**What the task asks:** Please set down every record exactly as it appears below.
====== Dataset records
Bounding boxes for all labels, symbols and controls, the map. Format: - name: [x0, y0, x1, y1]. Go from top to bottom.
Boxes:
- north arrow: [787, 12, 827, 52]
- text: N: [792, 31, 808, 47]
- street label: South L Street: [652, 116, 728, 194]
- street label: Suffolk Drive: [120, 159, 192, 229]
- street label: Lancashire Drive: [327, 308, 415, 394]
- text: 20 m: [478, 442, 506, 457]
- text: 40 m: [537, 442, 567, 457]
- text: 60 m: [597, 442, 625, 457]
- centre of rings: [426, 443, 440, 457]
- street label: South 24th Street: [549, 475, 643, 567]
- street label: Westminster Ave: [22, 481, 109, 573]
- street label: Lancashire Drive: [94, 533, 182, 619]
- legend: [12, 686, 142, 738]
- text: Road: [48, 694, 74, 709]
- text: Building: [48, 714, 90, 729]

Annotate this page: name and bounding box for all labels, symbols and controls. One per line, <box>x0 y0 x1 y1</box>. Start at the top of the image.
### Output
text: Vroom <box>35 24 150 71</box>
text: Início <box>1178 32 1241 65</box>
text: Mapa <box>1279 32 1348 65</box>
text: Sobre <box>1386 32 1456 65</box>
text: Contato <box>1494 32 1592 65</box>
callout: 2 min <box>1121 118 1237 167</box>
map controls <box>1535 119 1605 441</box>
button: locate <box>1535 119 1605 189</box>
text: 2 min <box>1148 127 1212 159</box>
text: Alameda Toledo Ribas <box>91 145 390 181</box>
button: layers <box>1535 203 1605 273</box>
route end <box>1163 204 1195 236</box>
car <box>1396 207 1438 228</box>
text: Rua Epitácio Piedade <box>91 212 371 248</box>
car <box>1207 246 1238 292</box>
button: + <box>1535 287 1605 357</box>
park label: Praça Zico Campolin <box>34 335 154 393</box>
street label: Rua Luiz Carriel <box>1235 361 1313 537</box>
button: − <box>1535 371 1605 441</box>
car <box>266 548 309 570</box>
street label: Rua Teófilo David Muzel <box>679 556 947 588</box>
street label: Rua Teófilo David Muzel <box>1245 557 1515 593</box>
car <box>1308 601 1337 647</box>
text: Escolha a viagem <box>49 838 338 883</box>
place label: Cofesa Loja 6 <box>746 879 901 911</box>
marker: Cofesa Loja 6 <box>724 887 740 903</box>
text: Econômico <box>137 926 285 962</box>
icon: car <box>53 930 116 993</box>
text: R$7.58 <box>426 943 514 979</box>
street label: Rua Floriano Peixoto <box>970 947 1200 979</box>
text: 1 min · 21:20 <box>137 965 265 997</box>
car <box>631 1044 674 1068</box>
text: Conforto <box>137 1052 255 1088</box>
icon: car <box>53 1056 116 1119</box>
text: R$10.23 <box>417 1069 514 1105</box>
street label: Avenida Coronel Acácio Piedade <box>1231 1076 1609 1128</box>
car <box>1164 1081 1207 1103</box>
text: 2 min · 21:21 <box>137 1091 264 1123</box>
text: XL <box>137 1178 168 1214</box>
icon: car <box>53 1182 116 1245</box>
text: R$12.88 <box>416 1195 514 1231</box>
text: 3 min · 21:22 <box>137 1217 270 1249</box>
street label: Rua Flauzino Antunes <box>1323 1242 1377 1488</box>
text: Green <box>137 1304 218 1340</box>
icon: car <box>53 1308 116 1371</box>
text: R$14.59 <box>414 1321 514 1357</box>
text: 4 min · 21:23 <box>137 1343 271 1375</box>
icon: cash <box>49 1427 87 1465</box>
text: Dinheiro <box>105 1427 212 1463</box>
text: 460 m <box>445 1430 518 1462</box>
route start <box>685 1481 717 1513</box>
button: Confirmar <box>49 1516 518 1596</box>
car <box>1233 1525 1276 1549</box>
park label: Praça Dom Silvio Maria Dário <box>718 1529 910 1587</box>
============
**Output for this task:**
Bounding boxes for all labels, symbols and controls, the map. Format: - name: [x0, y0, x1, y1]. Go from top to bottom.
Boxes:
- north arrow: [787, 12, 827, 52]
- text: N: [792, 31, 808, 47]
- street label: South L Street: [652, 116, 728, 194]
- street label: Suffolk Drive: [120, 159, 192, 229]
- street label: Lancashire Drive: [327, 308, 415, 394]
- text: 20 m: [478, 442, 506, 457]
- text: 40 m: [537, 442, 567, 457]
- text: 60 m: [597, 442, 625, 457]
- centre of rings: [426, 443, 440, 457]
- street label: South 24th Street: [549, 475, 643, 567]
- street label: Westminster Ave: [22, 481, 109, 573]
- street label: Lancashire Drive: [94, 533, 182, 619]
- legend: [12, 686, 142, 738]
- text: Road: [48, 694, 74, 709]
- text: Building: [48, 714, 90, 729]

Annotate this page: name and bounding box for all labels, symbols and controls. One per line, <box>x0 y0 x1 y1</box>. Start at the top of the image.
### Output
text: Vroom <box>35 24 150 71</box>
text: Início <box>1178 32 1241 65</box>
text: Mapa <box>1279 32 1348 65</box>
text: Sobre <box>1386 32 1456 65</box>
text: Contato <box>1494 32 1592 65</box>
callout: 2 min <box>1121 118 1237 167</box>
map controls <box>1535 119 1605 441</box>
button: locate <box>1535 119 1605 189</box>
text: 2 min <box>1148 127 1212 159</box>
text: Alameda Toledo Ribas <box>91 145 390 181</box>
button: layers <box>1535 203 1605 273</box>
route end <box>1163 204 1195 236</box>
car <box>1396 207 1438 228</box>
text: Rua Epitácio Piedade <box>91 212 371 248</box>
car <box>1207 246 1238 292</box>
button: + <box>1535 287 1605 357</box>
park label: Praça Zico Campolin <box>34 335 154 393</box>
street label: Rua Luiz Carriel <box>1235 361 1313 537</box>
button: − <box>1535 371 1605 441</box>
car <box>266 548 309 570</box>
street label: Rua Teófilo David Muzel <box>679 556 947 588</box>
street label: Rua Teófilo David Muzel <box>1245 557 1515 593</box>
car <box>1308 601 1337 647</box>
text: Escolha a viagem <box>49 838 338 883</box>
place label: Cofesa Loja 6 <box>746 879 901 911</box>
marker: Cofesa Loja 6 <box>724 887 740 903</box>
text: Econômico <box>137 926 285 962</box>
icon: car <box>53 930 116 993</box>
text: R$7.58 <box>426 943 514 979</box>
street label: Rua Floriano Peixoto <box>970 947 1200 979</box>
text: 1 min · 21:20 <box>137 965 265 997</box>
car <box>631 1044 674 1068</box>
text: Conforto <box>137 1052 255 1088</box>
icon: car <box>53 1056 116 1119</box>
text: R$10.23 <box>417 1069 514 1105</box>
street label: Avenida Coronel Acácio Piedade <box>1231 1076 1609 1128</box>
car <box>1164 1081 1207 1103</box>
text: 2 min · 21:21 <box>137 1091 264 1123</box>
text: XL <box>137 1178 168 1214</box>
icon: car <box>53 1182 116 1245</box>
text: R$12.88 <box>416 1195 514 1231</box>
text: 3 min · 21:22 <box>137 1217 270 1249</box>
street label: Rua Flauzino Antunes <box>1323 1242 1377 1488</box>
text: Green <box>137 1304 218 1340</box>
icon: car <box>53 1308 116 1371</box>
text: R$14.59 <box>414 1321 514 1357</box>
text: 4 min · 21:23 <box>137 1343 271 1375</box>
icon: cash <box>49 1427 87 1465</box>
text: Dinheiro <box>105 1427 212 1463</box>
text: 460 m <box>445 1430 518 1462</box>
route start <box>685 1481 717 1513</box>
button: Confirmar <box>49 1516 518 1596</box>
car <box>1233 1525 1276 1549</box>
park label: Praça Dom Silvio Maria Dário <box>718 1529 910 1587</box>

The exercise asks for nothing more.